> **WHAT THE TASK ASKS**
Give the listing again in full, matching it character for character.

> **DATASET CONTENT**
☆ ☆ ☆ ☆ ☆ ☆ ☆

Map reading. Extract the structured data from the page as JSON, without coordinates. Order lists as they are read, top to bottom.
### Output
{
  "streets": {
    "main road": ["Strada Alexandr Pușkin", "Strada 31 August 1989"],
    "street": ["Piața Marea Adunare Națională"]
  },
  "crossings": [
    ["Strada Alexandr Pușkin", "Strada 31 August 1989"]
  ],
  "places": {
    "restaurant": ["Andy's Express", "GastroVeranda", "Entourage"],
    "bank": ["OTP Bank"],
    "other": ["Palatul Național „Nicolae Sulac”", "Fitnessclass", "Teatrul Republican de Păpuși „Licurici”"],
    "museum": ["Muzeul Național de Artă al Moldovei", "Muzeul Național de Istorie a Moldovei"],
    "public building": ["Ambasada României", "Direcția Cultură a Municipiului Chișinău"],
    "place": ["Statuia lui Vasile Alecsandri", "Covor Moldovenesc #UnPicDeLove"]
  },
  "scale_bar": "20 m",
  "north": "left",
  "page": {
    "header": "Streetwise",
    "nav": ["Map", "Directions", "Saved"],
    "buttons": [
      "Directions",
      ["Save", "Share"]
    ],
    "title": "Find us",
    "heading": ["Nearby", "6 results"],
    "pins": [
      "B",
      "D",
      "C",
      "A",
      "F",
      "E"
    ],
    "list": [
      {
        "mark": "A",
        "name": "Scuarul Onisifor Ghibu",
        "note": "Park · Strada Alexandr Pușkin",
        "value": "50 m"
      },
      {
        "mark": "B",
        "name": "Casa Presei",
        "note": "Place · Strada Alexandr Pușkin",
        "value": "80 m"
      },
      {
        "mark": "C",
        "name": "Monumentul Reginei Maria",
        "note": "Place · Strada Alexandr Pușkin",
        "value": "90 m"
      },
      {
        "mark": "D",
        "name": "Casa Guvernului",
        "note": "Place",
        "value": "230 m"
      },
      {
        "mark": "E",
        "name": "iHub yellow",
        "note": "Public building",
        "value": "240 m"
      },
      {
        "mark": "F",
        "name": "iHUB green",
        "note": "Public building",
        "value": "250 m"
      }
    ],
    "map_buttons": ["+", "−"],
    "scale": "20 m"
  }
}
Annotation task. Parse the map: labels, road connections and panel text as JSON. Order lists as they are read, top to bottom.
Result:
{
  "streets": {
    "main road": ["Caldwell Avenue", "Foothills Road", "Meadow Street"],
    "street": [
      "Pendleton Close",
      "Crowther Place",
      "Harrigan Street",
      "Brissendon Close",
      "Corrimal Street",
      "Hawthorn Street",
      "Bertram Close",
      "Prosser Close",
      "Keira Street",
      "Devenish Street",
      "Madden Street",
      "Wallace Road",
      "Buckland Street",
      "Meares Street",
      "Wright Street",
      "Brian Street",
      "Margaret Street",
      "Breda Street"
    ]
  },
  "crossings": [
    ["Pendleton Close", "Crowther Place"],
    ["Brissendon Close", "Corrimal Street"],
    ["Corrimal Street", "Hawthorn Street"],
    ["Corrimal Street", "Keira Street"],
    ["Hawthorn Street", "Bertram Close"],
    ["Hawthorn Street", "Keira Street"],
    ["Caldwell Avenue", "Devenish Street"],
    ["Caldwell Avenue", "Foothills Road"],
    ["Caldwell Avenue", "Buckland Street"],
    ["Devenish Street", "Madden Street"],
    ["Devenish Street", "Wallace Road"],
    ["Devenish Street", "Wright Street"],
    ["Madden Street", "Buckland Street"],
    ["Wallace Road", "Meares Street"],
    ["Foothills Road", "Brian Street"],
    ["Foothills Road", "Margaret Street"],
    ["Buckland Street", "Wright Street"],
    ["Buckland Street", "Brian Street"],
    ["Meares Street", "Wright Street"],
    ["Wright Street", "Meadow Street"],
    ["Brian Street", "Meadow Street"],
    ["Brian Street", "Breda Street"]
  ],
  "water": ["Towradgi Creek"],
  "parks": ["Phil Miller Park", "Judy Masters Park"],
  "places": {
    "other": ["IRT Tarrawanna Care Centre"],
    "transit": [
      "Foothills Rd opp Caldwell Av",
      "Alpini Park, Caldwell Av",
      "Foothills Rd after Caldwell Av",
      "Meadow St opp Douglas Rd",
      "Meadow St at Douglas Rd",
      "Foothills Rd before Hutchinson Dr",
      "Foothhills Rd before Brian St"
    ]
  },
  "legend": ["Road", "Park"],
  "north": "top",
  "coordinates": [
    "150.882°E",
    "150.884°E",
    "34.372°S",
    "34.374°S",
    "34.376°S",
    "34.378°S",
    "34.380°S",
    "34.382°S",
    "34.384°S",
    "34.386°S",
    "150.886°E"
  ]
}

☆ ☆ ☆ ☆ ☆ ☆ ☆

> **ANSWER FOR THE TASK**
Map reading. Extract the structured data from the page as JSON, without coordinates. Order lists as they are read, top to bottom.
### Output
{
  "streets": {
    "main road": ["Strada Alexandr Pușkin", "Strada 31 August 1989"],
    "street": ["Piața Marea Adunare Națională"]
  },
  "crossings": [
    ["Strada Alexandr Pușkin", "Strada 31 August 1989"]
  ],
  "places": {
    "restaurant": ["Andy's Express", "GastroVeranda", "Entourage"],
    "bank": ["OTP Bank"],
    "other": ["Palatul Național „Nicolae Sulac”", "Fitnessclass", "Teatrul Republican de Păpuși „Licurici”"],
    "museum": ["Muzeul Național de Artă al Moldovei", "Muzeul Național de Istorie a Moldovei"],
    "public building": ["Ambasada României", "Direcția Cultură a Municipiului Chișinău"],
    "place": ["Statuia lui Vasile Alecsandri", "Covor Moldovenesc #UnPicDeLove"]
  },
  "scale_bar": "20 m",
  "north": "left",
  "page": {
    "header": "Streetwise",
    "nav": ["Map", "Directions", "Saved"],
    "buttons": [
      "Directions",
      ["Save", "Share"]
    ],
    "title": "Find us",
    "heading": ["Nearby", "6 results"],
    "pins": [
      "B",
      "D",
      "C",
      "A",
      "F",
      "E"
    ],
    "list": [
      {
        "mark": "A",
        "name": "Scuarul Onisifor Ghibu",
        "note": "Park · Strada Alexandr Pușkin",
        "value": "50 m"
      },
      {
        "mark": "B",
        "name": "Casa Presei",
        "note": "Place · Strada Alexandr Pușkin",
        "value": "80 m"
      },
      {
        "mark": "C",
        "name": "Monumentul Reginei Maria",
        "note": "Place · Strada Alexandr Pușkin",
        "value": "90 m"
      },
      {
        "mark": "D",
        "name": "Casa Guvernului",
        "note": "Place",
        "value": "230 m"
      },
      {
        "mark": "E",
        "name": "iHub yellow",
        "note": "Public building",
        "value": "240 m"
      },
      {
        "mark": "F",
        "name": "iHUB green",
        "note": "Public building",
        "value": "250 m"
      }
    ],
    "map_buttons": ["+", "−"],
    "scale": "20 m"
  }
}
Annotation task. Parse the map: labels, road connections and panel text as JSON. Order lists as they are read, top to bottom.
Result:
{
  "streets": {
    "main road": ["Caldwell Avenue", "Foothills Road", "Meadow Street"],
    "street": [
      "Pendleton Close",
      "Crowther Place",
      "Harrigan Street",
      "Brissendon Close",
      "Corrimal Street",
      "Hawthorn Street",
      "Bertram Close",
      "Prosser Close",
      "Keira Street",
      "Devenish Street",
      "Madden Street",
      "Wallace Road",
      "Buckland Street",
      "Meares Street",
      "Wright Street",
      "Brian Street",
      "Margaret Street",
      "Breda Street"
    ]
  },
  "crossings": [
    ["Pendleton Close", "Crowther Place"],
    ["Brissendon Close", "Corrimal Street"],
    ["Corrimal Street", "Hawthorn Street"],
    ["Corrimal Street", "Keira Street"],
    ["Hawthorn Street", "Bertram Close"],
    ["Hawthorn Street", "Keira Street"],
    ["Caldwell Avenue", "Devenish Street"],
    ["Caldwell Avenue", "Foothills Road"],
    ["Caldwell Avenue", "Buckland Street"],
    ["Devenish Street", "Madden Street"],
    ["Devenish Street", "Wallace Road"],
    ["Devenish Street", "Wright Street"],
    ["Madden Street", "Buckland Street"],
    ["Wallace Road", "Meares Street"],
    ["Foothills Road", "Brian Street"],
    ["Foothills Road", "Margaret Street"],
    ["Buckland Street", "Wright Street"],
    ["Buckland Street", "Brian Street"],
    ["Meares Street", "Wright Street"],
    ["Wright Street", "Meadow Street"],
    ["Brian Street", "Meadow Street"],
    ["Brian Street", "Breda Street"]
  ],
  "water": ["Towradgi Creek"],
  "parks": ["Phil Miller Park", "Judy Masters Park"],
  "places": {
    "other": ["IRT Tarrawanna Care Centre"],
    "transit": [
      "Foothills Rd opp Caldwell Av",
      "Alpini Park, Caldwell Av",
      "Foothills Rd after Caldwell Av",
      "Meadow St opp Douglas Rd",
      "Meadow St at Douglas Rd",
      "Foothills Rd before Hutchinson Dr",
      "Foothhills Rd before Brian St"
    ]
  },
  "legend": ["Road", "Park"],
  "north": "top",
  "coordinates": [
    "150.882°E",
    "150.884°E",
    "34.372°S",
    "34.374°S",
    "34.376°S",
    "34.378°S",
    "34.380°S",
    "34.382°S",
    "34.384°S",
    "34.386°S",
    "150.886°E"
  ]
}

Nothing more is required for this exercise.